CRL Reports

When Machines Do Research, Part 2: Text-Mining and Libraries


There has been a fair amount of discussion of late in information industry circles about text mining. Researchers in academia now have access to immense corpora of text that are openly available on the Web: the millions of public domain books and serials available courtesy of Google; and vast troves of government documents courtesy of “open government” initiatives in the U.S. and U.K. and third-party actors like WikiLeaks and the National Security Archive. The growing application of text mining techniques and technologies in many fields of research has implications that are beginning to be felt by libraries.
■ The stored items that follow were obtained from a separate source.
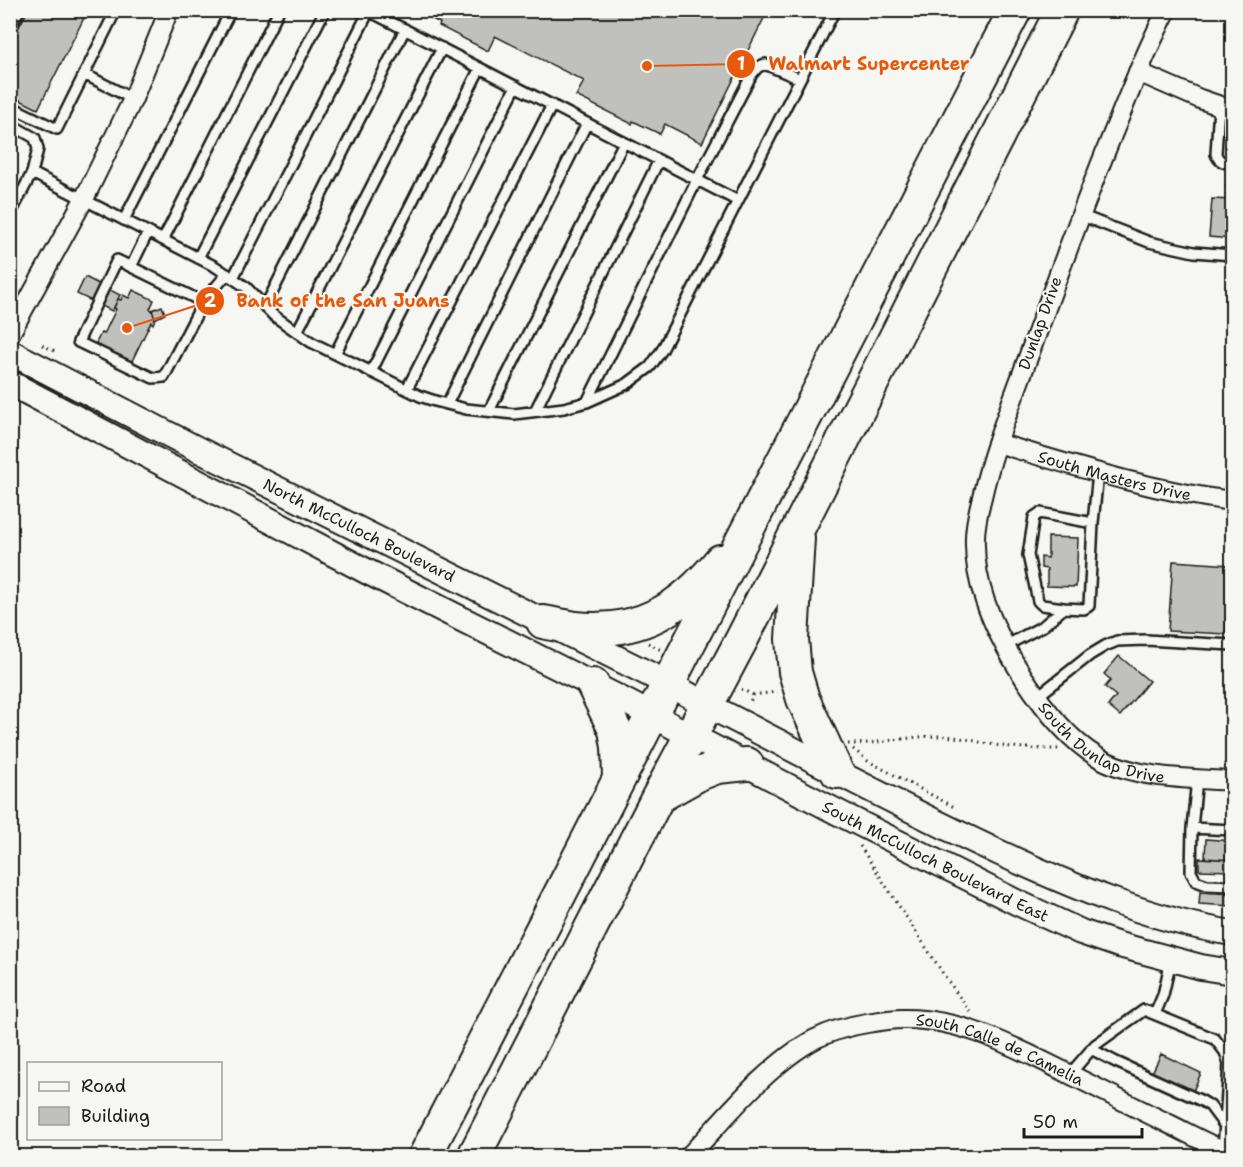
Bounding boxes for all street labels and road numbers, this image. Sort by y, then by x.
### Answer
street label: Dunlap Drive [1013,273,1067,373]
street label: South Masters Drive [1035,445,1193,505]
street label: North McCulloch Boulevard [260,473,459,586]
street label: South Dunlap Drive [1034,697,1166,787]
street label: South McCulloch Boulevard East [819,796,1052,926]
street label: South Calle de Camelia [915,1009,1087,1090]

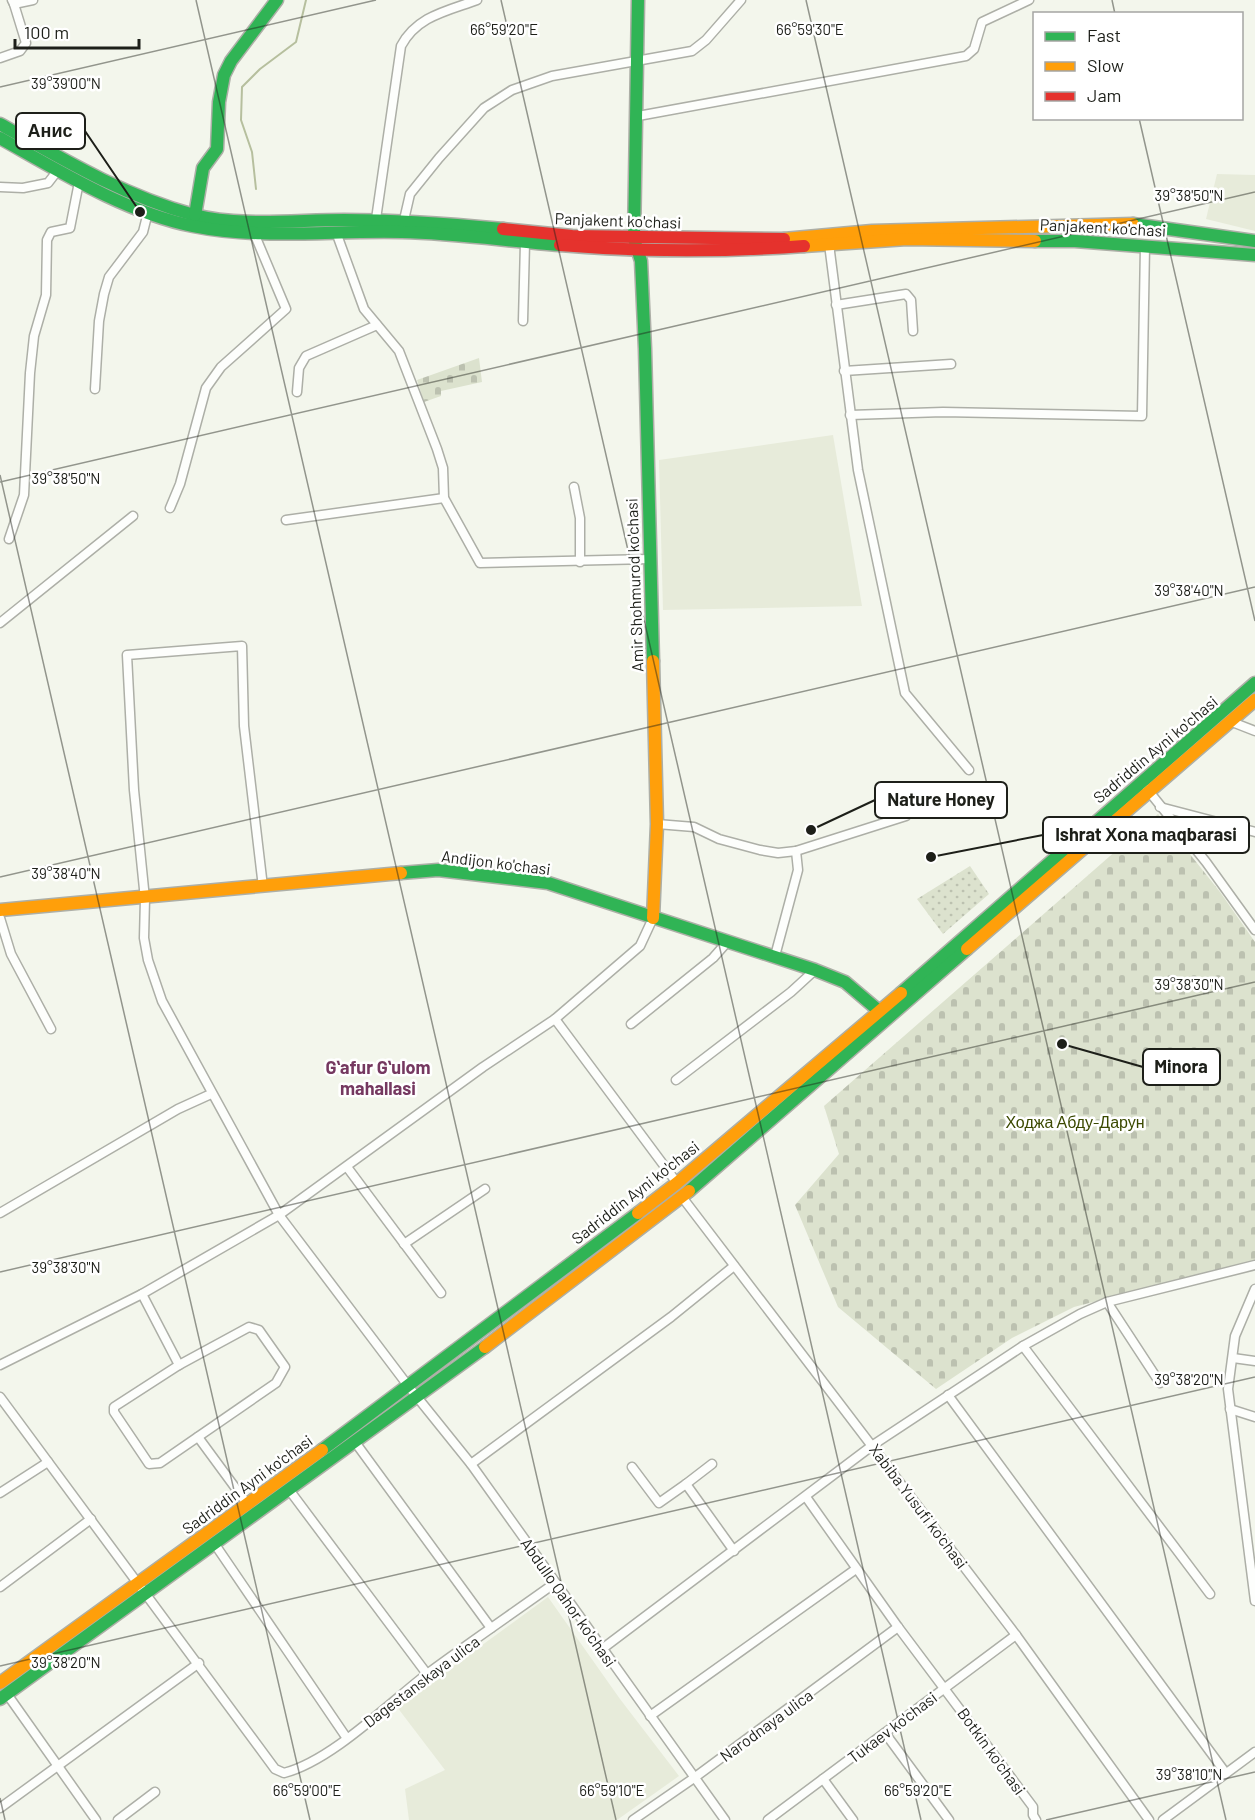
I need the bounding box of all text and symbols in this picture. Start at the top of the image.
scale bar [15,12,140,50]
legend [1033,12,1243,120]
text: 66°59'20"E [470,20,538,38]
text: 66°59'30"E [776,20,844,38]
text: 100 m [24,21,69,43]
text: Fast [1087,24,1121,46]
text: Slow [1087,54,1124,76]
text: 39°39'00"N [31,74,101,92]
text: Jam [1087,84,1121,106]
callout: Анис [16,113,85,149]
text: Анис [28,119,72,141]
text: 39°38'50"N [1154,186,1224,204]
street label: Panjakent ko'chasi [554,208,682,232]
street label: Panjakent ko'chasi [1039,214,1167,240]
text: 39°38'50"N [31,469,101,487]
street label: Amir Shohmurod ko'chasi [621,498,647,672]
text: 39°38'40"N [1154,581,1224,599]
street label: Sadriddin Ayni ko'chasi [1089,691,1221,807]
callout: Nature Honey [875,782,1007,818]
text: Nature Honey [887,788,995,810]
callout: Ishrat Хоnа mаqbаrasi [1043,817,1249,853]
text: Ishrat Хоnа mаqbаrasi [1055,823,1237,845]
street label: Andijon ko'chasi [440,846,552,878]
text: 39°38'40"N [31,864,101,882]
text: 39°38'30"N [1154,975,1224,993]
callout: Minora [1143,1049,1220,1085]
text: Minora [1154,1055,1208,1077]
district label: Gʻafur Gʻulom mahallasi [325,1056,431,1099]
park label: Ходжа Абду-Дарун [1005,1112,1145,1131]
street label: Sadriddin Ayni ko'chasi [567,1136,703,1248]
text: 39°38'30"N [31,1258,101,1276]
text: 39°38'20"N [1154,1370,1224,1388]
street label: Sadriddin Ayni ko'chasi [178,1430,316,1538]
street label: Xabiba Yusufi ko'chasi [866,1440,972,1572]
street label: Abdullo Qahor ko'chasi [517,1534,621,1670]
street label: Dagestanskaya ulica [359,1631,483,1731]
text: 39°38'20"N [31,1653,101,1671]
street label: Narodnaya ulica [716,1685,816,1765]
street label: Tukaev ko'chasi [844,1687,940,1767]
street label: Botkin ko'chasi [954,1704,1030,1798]
text: 39°38'10"N [1156,1765,1222,1783]
text: 66°59'00"E [273,1781,341,1799]
text: 66°59'10"E [579,1781,645,1799]
text: 66°59'20"E [884,1781,952,1799]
Text mining is generally defined as the automated processing of large amounts of digital data or textual content for purposes of information retrieval, extraction, interpretation, and analysis. Modern researchers now employ proprietary and open source software and tools to process and make sense of the oceans of information at their disposal in ways never before possible. Most text mining involves downloading a fixed body of text and accompanying metadata to a local host system or platform, and running it through certain processes that can detect patterns, trends, biases, and other phenomena in the underlying content. These phenomena can then form the basis for new observations, visualizations, models, and so forth.1


The wealth of content available on the open Web has created tremendous opportunities for academic and non-academic researchers alike. Some of the most sophisticated and ambitious work is in the fields of national security, business, and political media. Content mining was pioneered by U.S. intelligence agencies and their contractors and service providers, who since the 1990s have been continuously mining “open sources” for clues to public opinion abroad and for evidence of threats to American interests in foreign postings and Web and cable broadcasts.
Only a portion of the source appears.